Они помолчали. Воздух пенился от птичьих голосов. Солнечные лучи-струны, туго натянутые через весь лес, превратили его в подобие гигантского рояля с поднятой крышкой, и вокруг действительно звучала музыка – песнь деревьев, песнь птиц, песнь тихо текущего Времени.
Наконец Штернберг заставил себя выбраться из автомобиля. Купер тоже вышел из машины. Штернберг протянул ему руку:
– Я даже не представляю, как выразить вам свою благодарность. Вы спасли мне жизнь.
Рукопожатие шофёра было кратким и крепким.
– Да не за что. Оно того стоило. – Купер ухмыльнулся: – Это была самая потрясающая поездка в моей жизни.
Штернберг собрался спуститься с дороги в лес, уже сделал несколько шагов, но обернулся:
– Слушайте, Купер, давно хотел вас спросить: а как ваше имя? Я до сих пор не знаю.
– Меня Виктор зовут, – с достоинством ответил Купер.
– Виктор Купер, – повторил Штернберг. – Виктор, вы чертовски первоклассный шофёр, самый лучший шофёр, которого я когда-либо видел! Вам не то что министров – рейхсканцлера возить надо!
– Я знаю, – самодовольно заявил Купер. – Понятия не имею, что вы затеваете, но удачи вам.
– И вам. – Штернберг махнул рукой и зашагал по мягкой от хвои земле прочь. Через полминуты обернулся: среди сумрачных понизу, словно державших у корней остатки ночи, сосен ещё были видны яркие блики на капоте серого «Мерседеса» и широкая фигура водителя, смотревшего ему вслед и сдержанно помахавшего на прощание.
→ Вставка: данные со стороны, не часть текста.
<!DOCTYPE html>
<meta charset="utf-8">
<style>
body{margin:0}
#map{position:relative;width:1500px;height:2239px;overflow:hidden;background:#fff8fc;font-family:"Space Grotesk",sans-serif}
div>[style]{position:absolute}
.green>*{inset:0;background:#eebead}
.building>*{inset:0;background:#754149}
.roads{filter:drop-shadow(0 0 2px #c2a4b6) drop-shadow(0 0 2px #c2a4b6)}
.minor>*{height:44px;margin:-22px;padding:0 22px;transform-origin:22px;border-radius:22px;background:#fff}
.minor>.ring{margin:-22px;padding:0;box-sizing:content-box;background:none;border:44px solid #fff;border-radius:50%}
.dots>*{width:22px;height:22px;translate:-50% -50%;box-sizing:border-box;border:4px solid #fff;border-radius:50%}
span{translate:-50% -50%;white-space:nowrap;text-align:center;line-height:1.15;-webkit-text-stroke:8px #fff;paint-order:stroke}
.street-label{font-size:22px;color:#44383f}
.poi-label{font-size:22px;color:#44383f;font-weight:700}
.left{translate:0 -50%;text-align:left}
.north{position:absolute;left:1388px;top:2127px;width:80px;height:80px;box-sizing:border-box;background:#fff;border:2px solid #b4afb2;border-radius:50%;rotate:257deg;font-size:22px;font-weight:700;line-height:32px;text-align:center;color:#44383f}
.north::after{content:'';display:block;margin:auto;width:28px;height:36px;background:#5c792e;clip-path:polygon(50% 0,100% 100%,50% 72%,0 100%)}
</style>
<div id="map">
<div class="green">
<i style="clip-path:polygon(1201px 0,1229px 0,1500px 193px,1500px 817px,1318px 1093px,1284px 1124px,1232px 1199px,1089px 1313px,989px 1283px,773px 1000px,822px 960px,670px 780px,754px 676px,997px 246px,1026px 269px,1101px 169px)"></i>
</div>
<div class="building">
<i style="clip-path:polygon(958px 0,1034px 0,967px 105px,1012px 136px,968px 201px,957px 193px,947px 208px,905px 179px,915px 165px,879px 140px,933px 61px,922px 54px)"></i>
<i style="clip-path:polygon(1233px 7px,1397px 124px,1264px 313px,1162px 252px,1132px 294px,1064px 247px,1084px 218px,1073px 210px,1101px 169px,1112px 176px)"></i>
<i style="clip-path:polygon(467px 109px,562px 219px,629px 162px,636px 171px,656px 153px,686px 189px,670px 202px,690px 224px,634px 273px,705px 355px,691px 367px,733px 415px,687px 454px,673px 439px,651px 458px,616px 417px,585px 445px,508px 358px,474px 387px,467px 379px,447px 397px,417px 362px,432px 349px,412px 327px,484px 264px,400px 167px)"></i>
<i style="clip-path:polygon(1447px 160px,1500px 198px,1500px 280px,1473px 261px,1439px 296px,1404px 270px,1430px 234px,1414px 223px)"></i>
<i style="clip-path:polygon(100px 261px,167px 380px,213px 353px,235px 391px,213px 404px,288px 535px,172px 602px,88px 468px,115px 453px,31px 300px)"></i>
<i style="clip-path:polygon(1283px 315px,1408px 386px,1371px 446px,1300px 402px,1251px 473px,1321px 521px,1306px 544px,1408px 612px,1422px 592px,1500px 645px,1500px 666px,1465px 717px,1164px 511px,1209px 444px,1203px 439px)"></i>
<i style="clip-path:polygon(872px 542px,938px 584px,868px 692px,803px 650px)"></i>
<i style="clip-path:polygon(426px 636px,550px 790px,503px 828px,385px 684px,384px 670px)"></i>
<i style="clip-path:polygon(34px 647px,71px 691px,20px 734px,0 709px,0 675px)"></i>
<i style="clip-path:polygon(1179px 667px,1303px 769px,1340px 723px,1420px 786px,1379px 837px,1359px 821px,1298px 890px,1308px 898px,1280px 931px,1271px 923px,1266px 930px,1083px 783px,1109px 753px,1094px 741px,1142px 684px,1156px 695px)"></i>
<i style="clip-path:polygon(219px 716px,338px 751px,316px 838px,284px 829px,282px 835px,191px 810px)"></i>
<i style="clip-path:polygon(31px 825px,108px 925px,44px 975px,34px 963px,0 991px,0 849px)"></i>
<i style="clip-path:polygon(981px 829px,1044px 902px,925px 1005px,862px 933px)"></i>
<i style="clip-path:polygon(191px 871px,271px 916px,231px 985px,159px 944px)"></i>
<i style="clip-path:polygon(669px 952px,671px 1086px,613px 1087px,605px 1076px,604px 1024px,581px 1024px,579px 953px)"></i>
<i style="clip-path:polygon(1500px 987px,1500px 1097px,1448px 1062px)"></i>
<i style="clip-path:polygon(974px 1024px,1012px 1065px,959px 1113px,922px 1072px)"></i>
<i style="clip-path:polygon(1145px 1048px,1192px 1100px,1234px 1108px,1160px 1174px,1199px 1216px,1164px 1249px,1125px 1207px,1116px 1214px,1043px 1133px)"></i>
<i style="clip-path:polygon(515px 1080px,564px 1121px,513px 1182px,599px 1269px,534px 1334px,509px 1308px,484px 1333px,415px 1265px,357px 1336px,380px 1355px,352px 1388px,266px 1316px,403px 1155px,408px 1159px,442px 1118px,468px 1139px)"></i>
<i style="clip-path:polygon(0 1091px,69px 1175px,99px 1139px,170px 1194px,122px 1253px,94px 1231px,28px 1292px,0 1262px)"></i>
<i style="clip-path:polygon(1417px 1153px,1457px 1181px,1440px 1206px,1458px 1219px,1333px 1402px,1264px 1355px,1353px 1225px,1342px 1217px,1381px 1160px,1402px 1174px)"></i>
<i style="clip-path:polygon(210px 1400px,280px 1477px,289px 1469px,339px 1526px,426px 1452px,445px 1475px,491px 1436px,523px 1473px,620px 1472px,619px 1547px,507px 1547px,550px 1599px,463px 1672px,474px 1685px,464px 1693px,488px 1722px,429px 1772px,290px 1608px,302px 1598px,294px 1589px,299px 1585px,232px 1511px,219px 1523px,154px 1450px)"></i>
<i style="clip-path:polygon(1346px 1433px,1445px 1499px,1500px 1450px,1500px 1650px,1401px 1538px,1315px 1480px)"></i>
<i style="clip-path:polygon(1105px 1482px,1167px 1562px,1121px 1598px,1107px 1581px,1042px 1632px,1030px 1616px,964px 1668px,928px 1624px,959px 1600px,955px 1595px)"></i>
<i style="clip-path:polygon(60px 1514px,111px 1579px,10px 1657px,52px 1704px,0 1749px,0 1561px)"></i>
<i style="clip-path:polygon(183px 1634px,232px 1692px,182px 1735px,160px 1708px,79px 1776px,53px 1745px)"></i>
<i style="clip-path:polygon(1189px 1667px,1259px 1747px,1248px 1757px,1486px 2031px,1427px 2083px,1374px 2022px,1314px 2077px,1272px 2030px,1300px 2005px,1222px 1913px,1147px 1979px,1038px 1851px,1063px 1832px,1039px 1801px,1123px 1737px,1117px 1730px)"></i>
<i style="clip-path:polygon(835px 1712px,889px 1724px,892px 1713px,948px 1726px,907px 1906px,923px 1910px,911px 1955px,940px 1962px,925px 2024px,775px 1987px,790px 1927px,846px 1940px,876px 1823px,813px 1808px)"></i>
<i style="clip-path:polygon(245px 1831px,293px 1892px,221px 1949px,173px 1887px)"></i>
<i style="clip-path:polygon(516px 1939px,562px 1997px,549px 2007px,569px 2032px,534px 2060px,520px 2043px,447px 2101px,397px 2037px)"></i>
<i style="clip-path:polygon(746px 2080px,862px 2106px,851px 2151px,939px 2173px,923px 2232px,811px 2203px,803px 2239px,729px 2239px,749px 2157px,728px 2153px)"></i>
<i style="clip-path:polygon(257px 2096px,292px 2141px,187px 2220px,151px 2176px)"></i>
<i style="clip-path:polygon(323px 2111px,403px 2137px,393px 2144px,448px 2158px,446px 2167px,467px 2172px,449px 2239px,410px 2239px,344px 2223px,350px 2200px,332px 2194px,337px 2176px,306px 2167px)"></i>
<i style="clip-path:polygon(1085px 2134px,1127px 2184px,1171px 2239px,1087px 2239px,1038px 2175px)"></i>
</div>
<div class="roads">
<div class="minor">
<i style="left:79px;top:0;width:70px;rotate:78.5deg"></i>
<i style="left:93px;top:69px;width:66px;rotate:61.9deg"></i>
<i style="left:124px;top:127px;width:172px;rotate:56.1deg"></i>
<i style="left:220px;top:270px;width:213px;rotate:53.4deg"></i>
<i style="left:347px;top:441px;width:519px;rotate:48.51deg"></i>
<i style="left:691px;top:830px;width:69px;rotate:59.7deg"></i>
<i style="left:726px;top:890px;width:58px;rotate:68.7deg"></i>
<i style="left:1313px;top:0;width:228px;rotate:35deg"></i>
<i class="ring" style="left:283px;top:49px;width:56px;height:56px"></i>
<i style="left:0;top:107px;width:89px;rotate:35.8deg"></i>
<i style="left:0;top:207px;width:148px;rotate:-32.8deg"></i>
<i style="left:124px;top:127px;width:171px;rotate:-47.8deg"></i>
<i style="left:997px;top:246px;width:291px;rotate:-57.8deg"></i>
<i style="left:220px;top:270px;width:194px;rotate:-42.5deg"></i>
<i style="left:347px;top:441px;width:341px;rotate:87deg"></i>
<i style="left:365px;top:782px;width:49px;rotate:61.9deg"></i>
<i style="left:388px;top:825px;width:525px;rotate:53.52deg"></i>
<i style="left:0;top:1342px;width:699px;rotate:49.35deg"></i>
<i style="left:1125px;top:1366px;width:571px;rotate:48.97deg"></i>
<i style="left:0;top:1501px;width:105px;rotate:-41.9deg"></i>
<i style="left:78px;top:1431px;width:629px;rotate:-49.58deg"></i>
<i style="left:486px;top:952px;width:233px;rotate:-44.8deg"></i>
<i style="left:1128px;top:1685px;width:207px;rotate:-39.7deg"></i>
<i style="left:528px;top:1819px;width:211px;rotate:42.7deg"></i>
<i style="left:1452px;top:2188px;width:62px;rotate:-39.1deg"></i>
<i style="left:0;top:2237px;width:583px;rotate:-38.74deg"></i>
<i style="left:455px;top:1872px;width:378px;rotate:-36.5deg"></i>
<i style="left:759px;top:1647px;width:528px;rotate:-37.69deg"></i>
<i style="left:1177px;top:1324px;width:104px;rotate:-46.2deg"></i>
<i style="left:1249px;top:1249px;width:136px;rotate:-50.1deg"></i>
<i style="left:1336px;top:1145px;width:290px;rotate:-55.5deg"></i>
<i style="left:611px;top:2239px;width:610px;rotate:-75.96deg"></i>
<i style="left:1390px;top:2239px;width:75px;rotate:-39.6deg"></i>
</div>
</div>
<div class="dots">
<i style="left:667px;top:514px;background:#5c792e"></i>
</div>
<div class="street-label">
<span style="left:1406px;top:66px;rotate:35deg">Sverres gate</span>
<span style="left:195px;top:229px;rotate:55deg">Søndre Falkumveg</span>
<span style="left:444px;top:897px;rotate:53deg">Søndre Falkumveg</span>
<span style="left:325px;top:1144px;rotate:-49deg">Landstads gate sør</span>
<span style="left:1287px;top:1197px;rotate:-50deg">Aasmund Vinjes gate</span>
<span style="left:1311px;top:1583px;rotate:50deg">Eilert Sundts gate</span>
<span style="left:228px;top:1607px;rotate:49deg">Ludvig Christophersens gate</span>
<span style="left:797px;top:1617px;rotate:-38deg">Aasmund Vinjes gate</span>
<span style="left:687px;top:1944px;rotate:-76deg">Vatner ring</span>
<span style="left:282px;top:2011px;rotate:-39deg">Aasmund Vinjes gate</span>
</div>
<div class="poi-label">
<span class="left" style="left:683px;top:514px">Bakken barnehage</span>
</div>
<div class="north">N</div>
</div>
Штернберг улыбнулся и пошёл дальше.
Очень скоро он совершенно выбился из сил.
Хуже того – начались пугающие галлюцинации: птичьи голоса временами обращались в механический скрежет, а ровный шум соснового леса – в утробный гул, от которого сводило зубы. Воздух смещался пластами, диковинно преломляя свет. Колонны сосен порой казались полупрозрачными, будто вытесанными из янтаря. В ушах нарастал пронзительный писк и сиплый рёв; схватившись за виски, Штернберг споткнулся о корягу и упал в мох, почти теряя сознание.